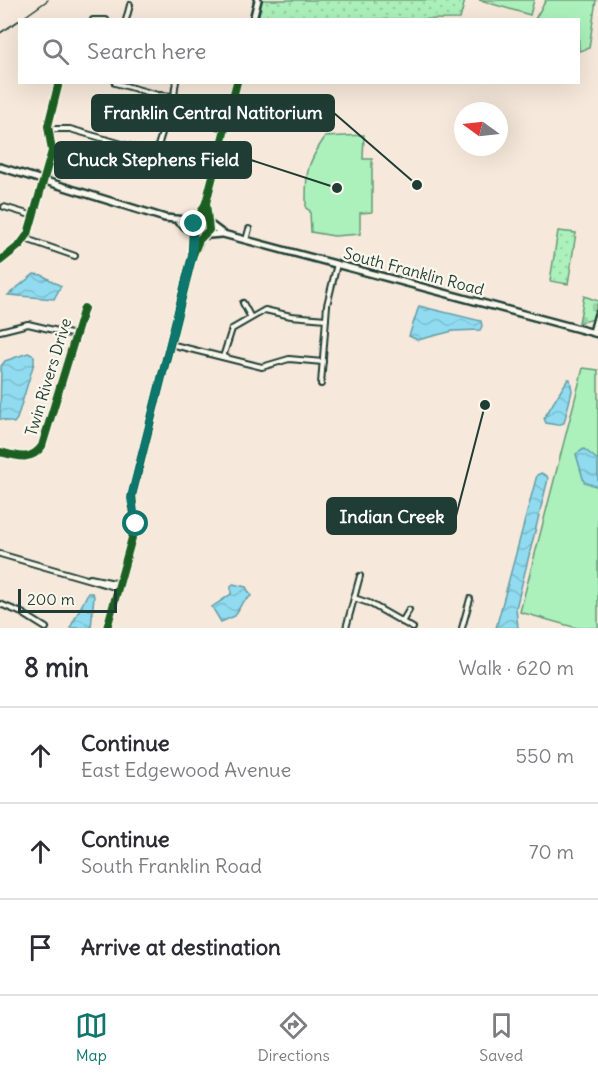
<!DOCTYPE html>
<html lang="en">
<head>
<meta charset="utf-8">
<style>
  body { margin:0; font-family:Delius,sans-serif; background:#f2f2f3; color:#2b2b33 }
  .compass { position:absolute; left:454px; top:102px; width:54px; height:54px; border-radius:50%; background:#fff; box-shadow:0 6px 24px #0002; rotate:285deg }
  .scale { position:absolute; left:18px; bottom:15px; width:99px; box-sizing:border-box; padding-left:6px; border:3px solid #1f3d34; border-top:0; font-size:16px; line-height:21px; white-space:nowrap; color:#1f3d34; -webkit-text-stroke:4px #fbf7ec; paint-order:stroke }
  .stop { position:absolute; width:18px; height:18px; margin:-14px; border:4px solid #0f766e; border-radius:50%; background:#fff }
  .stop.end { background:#0f766e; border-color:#fff; box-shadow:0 2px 6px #0008 }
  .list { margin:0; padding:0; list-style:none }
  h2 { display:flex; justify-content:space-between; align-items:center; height:78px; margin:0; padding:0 24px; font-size:26px }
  h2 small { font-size:20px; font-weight:400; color:#7c7c81 }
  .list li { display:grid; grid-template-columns:39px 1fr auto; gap:18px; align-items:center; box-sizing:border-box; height:96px; padding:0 24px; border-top:2px solid #e1e1e2 }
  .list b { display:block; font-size:22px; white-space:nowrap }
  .list p { margin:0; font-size:20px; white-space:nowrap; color:#7c7c81 }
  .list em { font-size:20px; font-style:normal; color:#7c7c81 }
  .icon { flex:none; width:33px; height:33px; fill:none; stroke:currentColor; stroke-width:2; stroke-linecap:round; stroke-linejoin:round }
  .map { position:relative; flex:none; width:598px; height:628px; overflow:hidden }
  .search { position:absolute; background:#fff; box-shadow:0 6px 24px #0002; left:18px; right:18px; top:18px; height:66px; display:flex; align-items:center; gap:15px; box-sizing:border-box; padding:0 21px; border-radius:0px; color:#7c7c81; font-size:22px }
  .sheet { height:366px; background:#fff }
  nav { display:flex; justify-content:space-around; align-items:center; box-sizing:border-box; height:84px; border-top:2px solid #e1e1e2; background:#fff; font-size:16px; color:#7c7c81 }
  nav a { display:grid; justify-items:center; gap:3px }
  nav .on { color:#0f766e }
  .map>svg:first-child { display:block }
  .grass { fill:#acf1bb; stroke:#669778; stroke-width:1.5 }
  .cemetery { fill:url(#cemetery-stones); stroke:#669778; stroke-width:1.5 }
  .park { fill:url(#park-dots); stroke:#669778; stroke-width:1.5 }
  .water { fill:url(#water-waves); stroke:#639ca5; stroke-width:1.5 }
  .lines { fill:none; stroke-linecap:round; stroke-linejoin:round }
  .street-casing { stroke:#1f3d34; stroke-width:8 }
  .secondary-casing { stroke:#1f3d34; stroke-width:10 }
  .street { stroke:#fbf7ec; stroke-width:4 }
  .secondary { stroke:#fbf7ec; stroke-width:5 }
  .rail { stroke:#1f3d34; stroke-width:1.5 }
  .cycleway-casing { stroke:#fbf7ec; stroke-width:11 }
  .cycleway { stroke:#1b5e20; stroke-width:8 }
  .route { stroke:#0f766e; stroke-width:8 }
  .labels { text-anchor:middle; stroke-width:4.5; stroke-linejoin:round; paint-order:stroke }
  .street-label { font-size:16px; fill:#1f3d34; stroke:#fbf7ec }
  .leader { fill:none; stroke:#1f3d34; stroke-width:2 }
  .callout-dot { fill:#1f3d34; stroke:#fbf7ec; stroke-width:2 }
  .callout { fill:#1f3d34; stroke:#1f3d34; stroke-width:2 }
  .callout-label { font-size:18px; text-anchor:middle; font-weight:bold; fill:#fff }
</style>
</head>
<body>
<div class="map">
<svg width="598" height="628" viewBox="0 0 598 628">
  <defs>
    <pattern id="cemetery-stones" width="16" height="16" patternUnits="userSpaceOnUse" patternTransform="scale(1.5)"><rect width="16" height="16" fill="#acf1bb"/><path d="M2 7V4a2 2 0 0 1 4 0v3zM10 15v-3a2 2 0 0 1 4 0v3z" fill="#94d0a1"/></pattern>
    <pattern id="park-dots" width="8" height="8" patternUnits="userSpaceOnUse" patternTransform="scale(1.5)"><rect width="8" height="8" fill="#acf1bb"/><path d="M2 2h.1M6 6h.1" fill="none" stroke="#94d0a1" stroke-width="1.8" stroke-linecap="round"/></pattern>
    <pattern id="water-waves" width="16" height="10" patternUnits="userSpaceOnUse" patternTransform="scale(1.5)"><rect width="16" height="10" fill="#90dbf0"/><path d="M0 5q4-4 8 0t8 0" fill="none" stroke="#7cbdce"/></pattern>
  </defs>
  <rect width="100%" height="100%" fill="#f6e9db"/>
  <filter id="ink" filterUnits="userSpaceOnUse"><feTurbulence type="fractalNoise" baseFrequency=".0167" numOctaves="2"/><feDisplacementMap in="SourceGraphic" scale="12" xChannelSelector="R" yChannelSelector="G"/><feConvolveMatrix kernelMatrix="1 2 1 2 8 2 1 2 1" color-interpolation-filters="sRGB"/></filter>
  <g filter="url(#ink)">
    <g class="grass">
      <polygon points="479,0 534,0 530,15"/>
      <polygon points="546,0 596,0 589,48 579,51 578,20 535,19"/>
      <path d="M364 135 363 159H372V212L360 213V234L334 236 311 232 310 211 306 208C306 173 305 167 325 137Z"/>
      <polygon points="583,368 598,370 598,628 577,628 520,612"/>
    </g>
    <polygon class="cemetery" points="584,296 598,301 594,319 579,323"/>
    <g class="park">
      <polygon points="259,0 465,0 460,19 253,20"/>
      <polygon points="558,231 576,233 568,284 550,281"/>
    </g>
    <g class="water">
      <polygon points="34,274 42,275 61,286 54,299 8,295"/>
      <polygon points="419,306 481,321 482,326 480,330 453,331 418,340 409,336"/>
      <polygon points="28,353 34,356 34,363 17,419 14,423 0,419 1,366 5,361"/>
      <polygon points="568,379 570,379 572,391 564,423 557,425 546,423 544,418"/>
      <polygon points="584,449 598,460 598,487 584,482 576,454"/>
      <polygon points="541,473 547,476 548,479 516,608 518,628 496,628 537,475"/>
      <polygon points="233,584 246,587 251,596 242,603 235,616 221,622 212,607 231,594 231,586"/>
      <polygon points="88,593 92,593 94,596 91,628 70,628"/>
    </g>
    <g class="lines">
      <defs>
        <g id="street">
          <polyline points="93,20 106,20"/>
          <polyline points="126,20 130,5"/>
          <path d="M176 82C167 119 199 121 225 128"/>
          <polyline points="115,83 158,95 174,96"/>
          <polyline points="48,129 70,129 150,152 157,149 163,130 180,111"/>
          <polyline points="4,207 34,216"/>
          <polyline points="26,239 75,256"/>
          <polyline points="246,240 249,229"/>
          <polyline points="0,261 20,245 28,234 52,151 48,126 59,82"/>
          <polyline points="243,303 250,316"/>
          <polyline points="0,331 28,324 75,335"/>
          <polyline points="170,344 262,367 289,359 323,362"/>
          <polyline points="223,357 232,329 265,310 291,316 326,319"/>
          <polyline points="321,384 327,305 337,264"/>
          <path d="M0 452C16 456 31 462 42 446L84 308"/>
          <polyline points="0,554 118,588"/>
          <polyline points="90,578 120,584"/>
          <polyline points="354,598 369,603 413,628"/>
          <polyline points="0,604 22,613 46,628"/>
          <polyline points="402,622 409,610"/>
          <polyline points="346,628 360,576"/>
          <polyline points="462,628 470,599"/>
        </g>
        <g id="secondary">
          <polyline points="253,20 258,0"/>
          <polyline points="0,167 165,218 196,221"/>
          <polyline points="206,203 207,222 223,234 598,334"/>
          <polyline points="198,220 206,203 237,82"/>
          <polyline points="179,222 198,236 221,234"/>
          <polyline points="593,332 598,314"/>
          <polyline points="107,628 135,527 132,495 192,257 201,237"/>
        </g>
      </defs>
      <use href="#street" class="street-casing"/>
      <use href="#secondary" class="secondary-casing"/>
      <use href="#street" class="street"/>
      <use href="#secondary" class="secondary"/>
      <g class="rail">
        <polyline points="20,20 48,0"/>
        <polyline points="0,33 20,20"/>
      </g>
      <defs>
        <g id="cycleway">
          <polyline points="192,251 193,227 206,203 237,82"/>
          <polyline points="0,261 20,245 28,234 52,151 48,126 59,82"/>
          <path d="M0 452C16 456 31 462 42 446L84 308"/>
          <polyline points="107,628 135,527 132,495 192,257 199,240 209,230 206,203"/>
        </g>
      </defs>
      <use href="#cycleway" class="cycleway-casing"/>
      <use href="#cycleway" class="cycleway"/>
    </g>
  </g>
  <g class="lines" filter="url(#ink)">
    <polyline class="route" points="136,524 131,498 192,257 194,224"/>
  </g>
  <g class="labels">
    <g class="street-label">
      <text transform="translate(414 271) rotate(15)" y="6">South Franklin Road</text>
      <text transform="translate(48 377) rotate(-73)" y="6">Twin Rivers Drive</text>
    </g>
  </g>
  <path class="leader" d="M417 185L334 113M337 188L251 160M485 405L456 516"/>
  <g class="callout-dot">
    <circle cx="417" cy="185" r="6"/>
    <circle cx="337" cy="188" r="6"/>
    <circle cx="485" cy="405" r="6"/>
  </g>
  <g class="callout">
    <rect x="92" y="95" width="242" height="36" rx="6"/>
    <rect x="55" y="142" width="196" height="36" rx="6"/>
    <rect x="327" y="498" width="129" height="36" rx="6"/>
  </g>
  <g class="callout-label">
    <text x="213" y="119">Franklin Central Natitorium</text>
    <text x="153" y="166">Chuck Stephens Field</text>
    <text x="392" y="523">Indian Creek</text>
  </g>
</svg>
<svg class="compass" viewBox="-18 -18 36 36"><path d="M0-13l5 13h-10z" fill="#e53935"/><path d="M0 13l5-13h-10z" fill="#7c7c81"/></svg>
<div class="scale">200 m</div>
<div class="stop" style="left:136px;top:524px"></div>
<div class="stop end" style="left:194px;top:224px"></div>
<div class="search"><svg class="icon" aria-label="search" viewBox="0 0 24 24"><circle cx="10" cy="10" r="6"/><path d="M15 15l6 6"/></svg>Search here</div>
</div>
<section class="sheet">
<h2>8 min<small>Walk · 620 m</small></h2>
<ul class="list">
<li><svg class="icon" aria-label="ahead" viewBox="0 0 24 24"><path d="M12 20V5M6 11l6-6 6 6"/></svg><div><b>Continue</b><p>East Edgewood Avenue</p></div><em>550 m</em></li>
<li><svg class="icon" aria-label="ahead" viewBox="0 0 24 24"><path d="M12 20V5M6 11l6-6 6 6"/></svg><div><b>Continue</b><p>South Franklin Road</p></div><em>70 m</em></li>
<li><svg class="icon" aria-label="arrive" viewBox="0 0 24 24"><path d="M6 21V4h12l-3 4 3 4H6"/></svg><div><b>Arrive at destination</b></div></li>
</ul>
</section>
<nav>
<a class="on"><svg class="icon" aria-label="map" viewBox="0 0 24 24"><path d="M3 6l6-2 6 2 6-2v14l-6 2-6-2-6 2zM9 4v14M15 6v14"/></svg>Map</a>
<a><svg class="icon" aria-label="directions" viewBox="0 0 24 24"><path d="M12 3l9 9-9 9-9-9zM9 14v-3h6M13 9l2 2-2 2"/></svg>Directions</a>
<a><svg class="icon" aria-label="saved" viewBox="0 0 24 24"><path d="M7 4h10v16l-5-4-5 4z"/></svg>Saved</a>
</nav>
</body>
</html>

* * * * * * * * *

__EXERCISE GOAL__
Transcribe, word for word, only the material from its opening line through the line containing "flex:none; width:33px; height:33px;", both ends included, and omit the pictures.

__TASK RESPONSE__
<!DOCTYPE html>
<html lang="en">
<head>
<meta charset="utf-8">
<style>
  body { margin:0; font-family:Delius,sans-serif; background:#f2f2f3; color:#2b2b33 }
  .compass { position:absolute; left:454px; top:102px; width:54px; height:54px; border-radius:50%; background:#fff; box-shadow:0 6px 24px #0002; rotate:285deg }
  .scale { position:absolute; left:18px; bottom:15px; width:99px; box-sizing:border-box; padding-left:6px; border:3px solid #1f3d34; border-top:0; font-size:16px; line-height:21px; white-space:nowrap; color:#1f3d34; -webkit-text-stroke:4px #fbf7ec; paint-order:stroke }
  .stop { position:absolute; width:18px; height:18px; margin:-14px; border:4px solid #0f766e; border-radius:50%; background:#fff }
  .stop.end { background:#0f766e; border-color:#fff; box-shadow:0 2px 6px #0008 }
  .list { margin:0; padding:0; list-style:none }
  h2 { display:flex; justify-content:space-between; align-items:center; height:78px; margin:0; padding:0 24px; font-size:26px }
  h2 small { font-size:20px; font-weight:400; color:#7c7c81 }
  .list li { display:grid; grid-template-columns:39px 1fr auto; gap:18px; align-items:center; box-sizing:border-box; height:96px; padding:0 24px; border-top:2px solid #e1e1e2 }
  .list b { display:block; font-size:22px; white-space:nowrap }
  .list p { margin:0; font-size:20px; white-space:nowrap; color:#7c7c81 }
  .list em { font-size:20px; font-style:normal; color:#7c7c81 }
  .icon { flex:none; width:33px; height:33px; fill:none; stroke:currentColor; stroke-width:2; stroke-linecap:round; stroke-linejoin:round }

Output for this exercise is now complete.